The Asturian countryside has always, up to this century, been
anything but homogenous agriculturally, full of complications as a result
of being based on the subsistence farming of various crops centred all upon
an agricultural area organised into differentiated elements, in which the
ería or sienra (bread fields) were the fundamental reference point
for a system of farmed terraces, most of which belonged to the Church and
the primogeniture of the aristocracy. Agricultural activity revolved around
the quintana, the nucleus of family life encompassing the house and the
auxiliary buildings of the hórreo, or stilted granary; the stable,
the barn for the storage of straw, the allotment and an area of free space
called the antoxana, in which odd jobs were done, and the facinas or varas;
bales of straw, were stored. Also forming part of the quintana or designated
area was to be found the llosa or cortina, generally an orchard for apples
and other fruit trees and sometimes for flax and barley, etc.
Various of these quintanas grouped together to form the village or hamlet,
generally on the least productive lands, and the agricultural space was
organised around them. The erías, lands dedicated to the cultivation
of cereals such as wheat, especially in that strain which is well adapted
to the atlantic climate, began to be employed for the planting and cultivation
of corn, which is in itself easy to produce and which allows other crops
such as peas, beans, maize, etc, to be harvested in rotation with it. These
fields were generally situated below the village or hamlet, at a lower altitude;
especially the well-watered ones, whilst above the settlement the fields
were enclosed by trees or bushes, normally hazels, to differentiate them
from the abertales or common pastures. Although the mountains themselves
were fundamentally spaces reserved for farming and forestry, they were also
subjected to enclosure and exploited thus agriculturally. The village council
in open session would divide it into allotments which could be worked agriculturally
by individuals, whilst the mortera was that part of the mountainside reserved
for collective labour and cultivation, principally that of wheat and rye.

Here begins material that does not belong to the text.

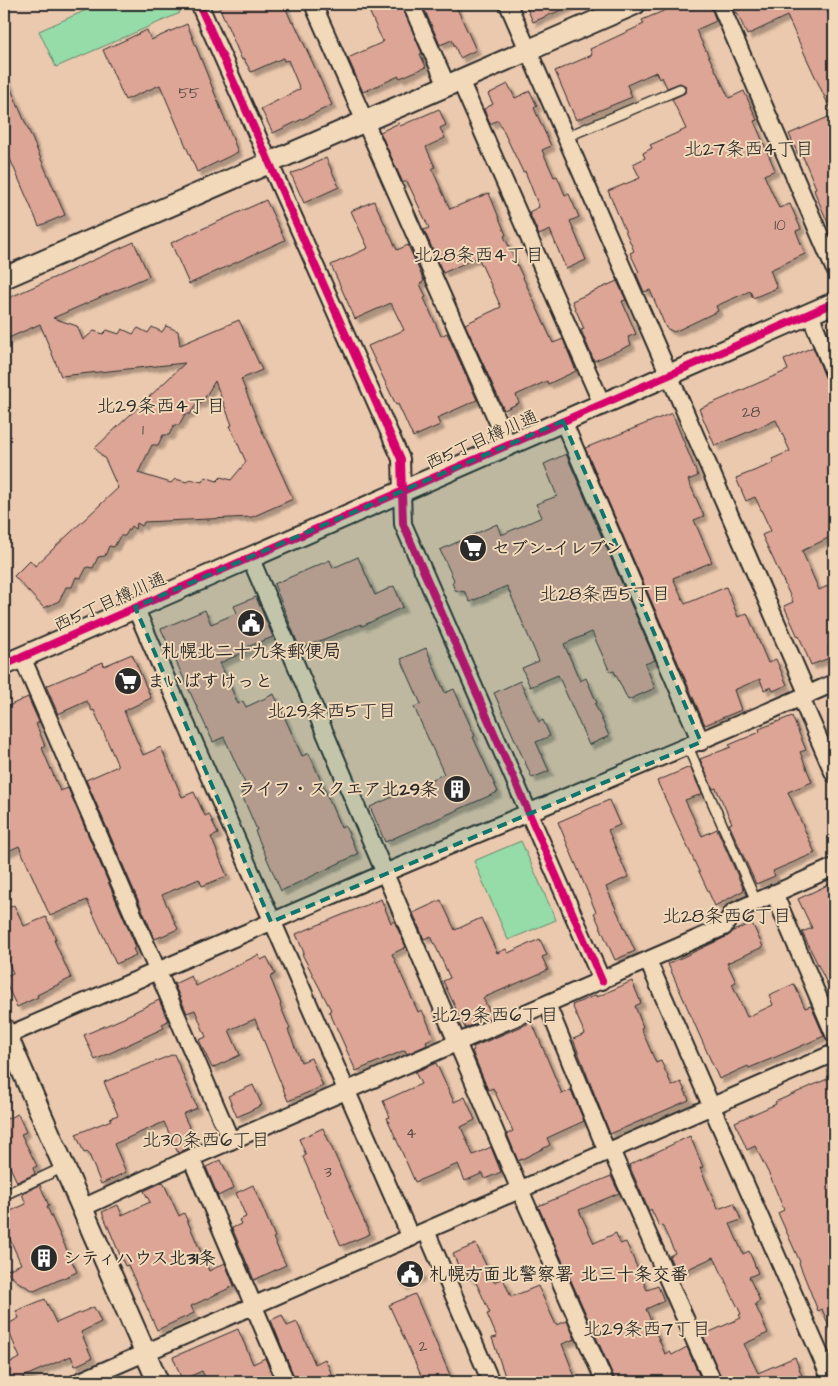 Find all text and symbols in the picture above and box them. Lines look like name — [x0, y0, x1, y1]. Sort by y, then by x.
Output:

It may be seen, then, that this was a very poor peasant economy with a fundamentally
vegetarian diet based on bread (later on boroña made from corn),
beans or vegetable stew, with treats in the form of meat very few and far
between, not forgetting of course chesnuts, which were until recently extremely
important in this respect. Cheeses, lards and butters were usually destined
for the small local market, and milk for the children and old people.